A sus cuarenta y cinco años había pisado todos los continentes, bebido de
todos los aromas, degustado pieles de todos los colores. Pasó de un barco a
otro con la naturalidad de quien cruza la calle, de pesquero a mercante, de
mercante a petrolero, incapaz de saciar a la bestia que, agazapada en su
interior, exigía cada jornada una aventura, cada mes un país, una mujer en
cada puerto. Nada pudo, jamás, derrotar a su instinto. Ni las enfermedades, ni
el cansancio. Tampoco el amor, rubricado en un efímero matrimonio.

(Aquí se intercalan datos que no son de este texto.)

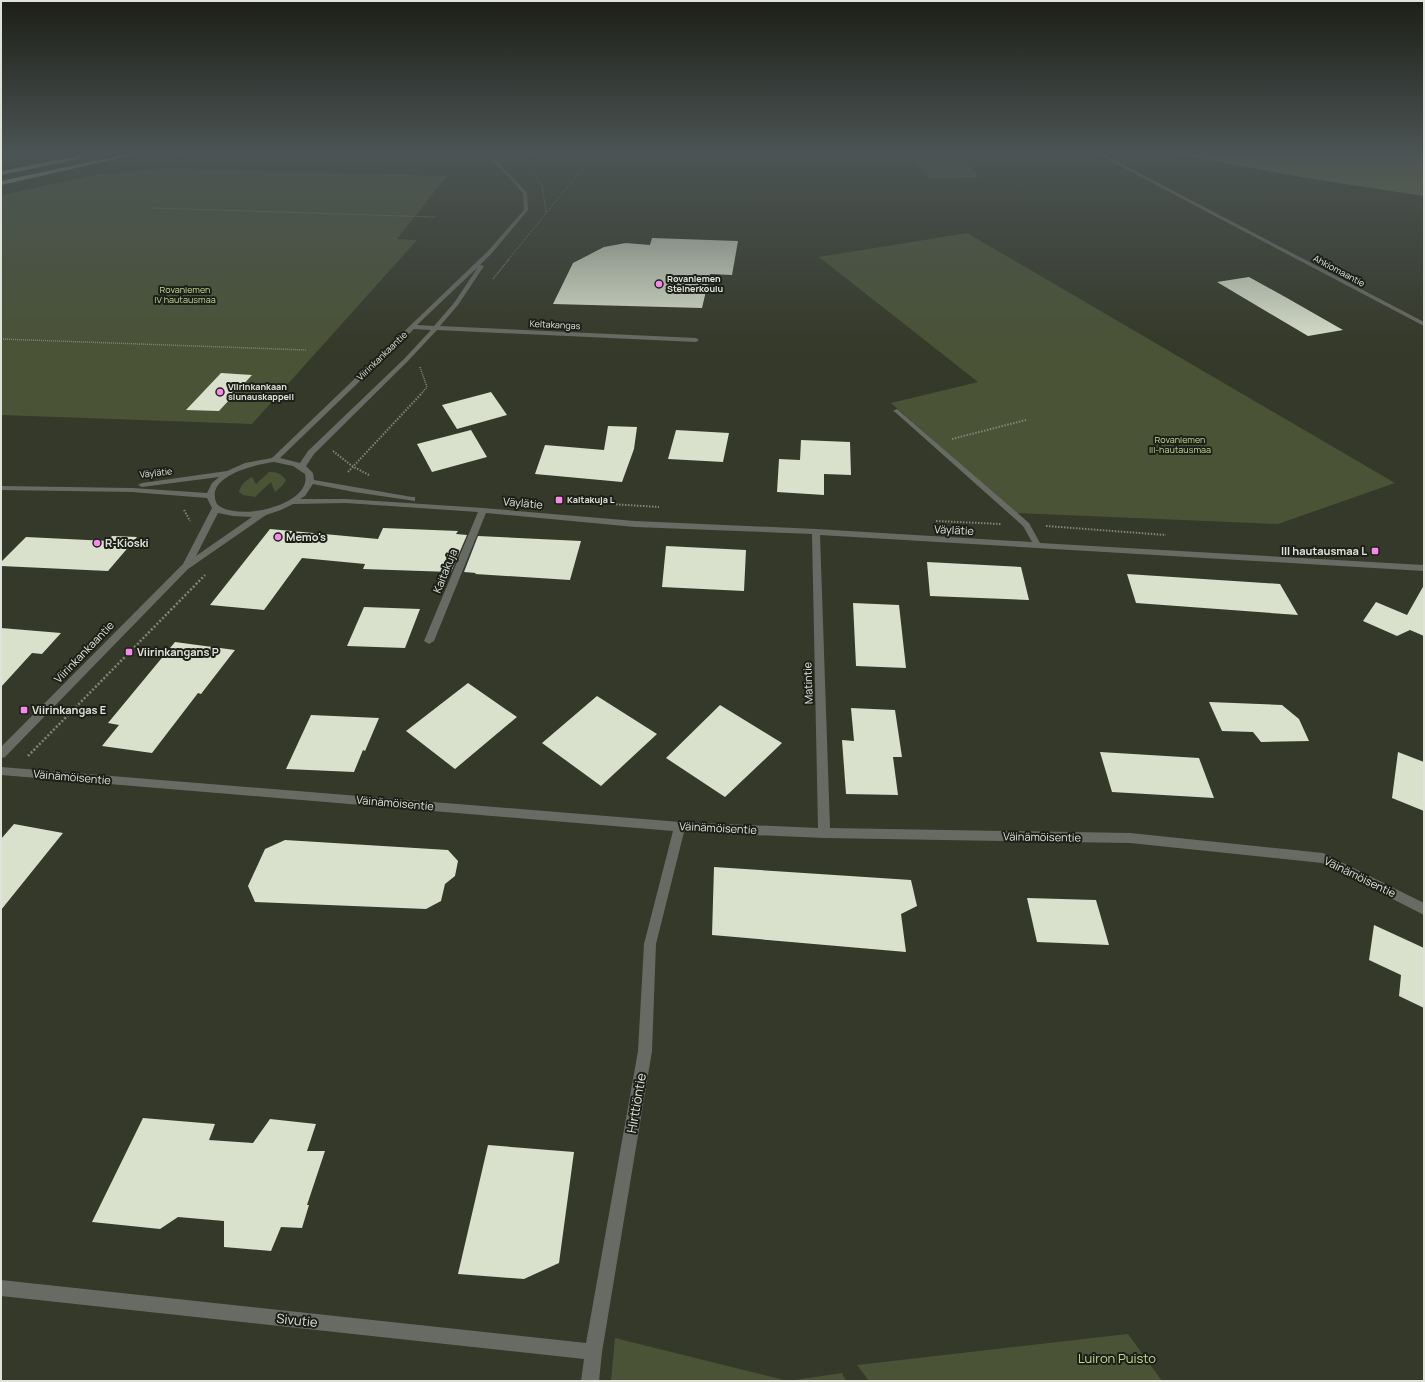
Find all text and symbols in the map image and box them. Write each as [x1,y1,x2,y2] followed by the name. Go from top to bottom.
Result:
[1311,251,1367,290] street label: Ahkiomaantie
[667,272,723,295] place label: Rovaniemen Steinerkoulu
[654,279,664,289] marker: Rovaniemen Steinerkoulu
[154,283,216,306] park label: Rovaniemen IV hautausmaa
[529,317,581,332] street label: Keltakangas
[353,328,410,383] street label: Viirinkankaantie
[228,380,294,403] place label: Viirinkankaan siunauskappeli
[215,387,225,397] marker: Viirinkankaan siunauskappeli
[1149,433,1211,456] park label: Rovaniemen III-hautausmaa
[139,464,173,481] street label: Väylätie
[503,493,544,512] street label: Väylätie
[567,493,615,506] place label: Kaitakuja L
[554,495,564,505] marker: Kaitakuja L
[934,521,975,538] street label: Väylätie
[286,529,326,544] place label: Memo's
[273,532,283,542] marker: Memo's
[105,535,149,550] place label: R-Kioski
[92,538,102,548] marker: R-Kioski
[1281,543,1367,558] place label: III hautausmaa L
[429,546,460,595] street label: Kaitakuja
[1370,546,1380,556] marker: III hautausmaa L
[50,617,117,686] street label: Viirinkankaantie
[137,644,219,659] place label: Viirinkangans P
[124,647,134,657] marker: Viirinkangans P
[799,661,816,704] street label: Matintie
[32,702,106,717] place label: Viirinkangas E
[19,705,29,715] marker: Viirinkangas E
[33,766,112,787] street label: Väinämöisentie
[356,792,435,813] street label: Väinämöisentie
[679,818,758,837] street label: Väinämöisentie
[1003,828,1082,845] street label: Väinämöisentie
[1322,853,1399,901] street label: Väinämöisentie
[622,1071,650,1134] street label: Hirttiöntie
[276,1309,319,1331] street label: Sivutie
[1078,1349,1156,1367] park label: Luiron Puisto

Entonces,
tan joven que la barba no alcanzaba a sombrear del todo sus mejillas, creyó en
la magia de aquella bruja gaditana, en el hechizo de su piel canela, de sus ojos
de gato en la penumbra. Pero el ansia que roía sus entrañas no sabía de
fidelidades. La ilusión por el nacimiento de su hija duró apenas unos meses.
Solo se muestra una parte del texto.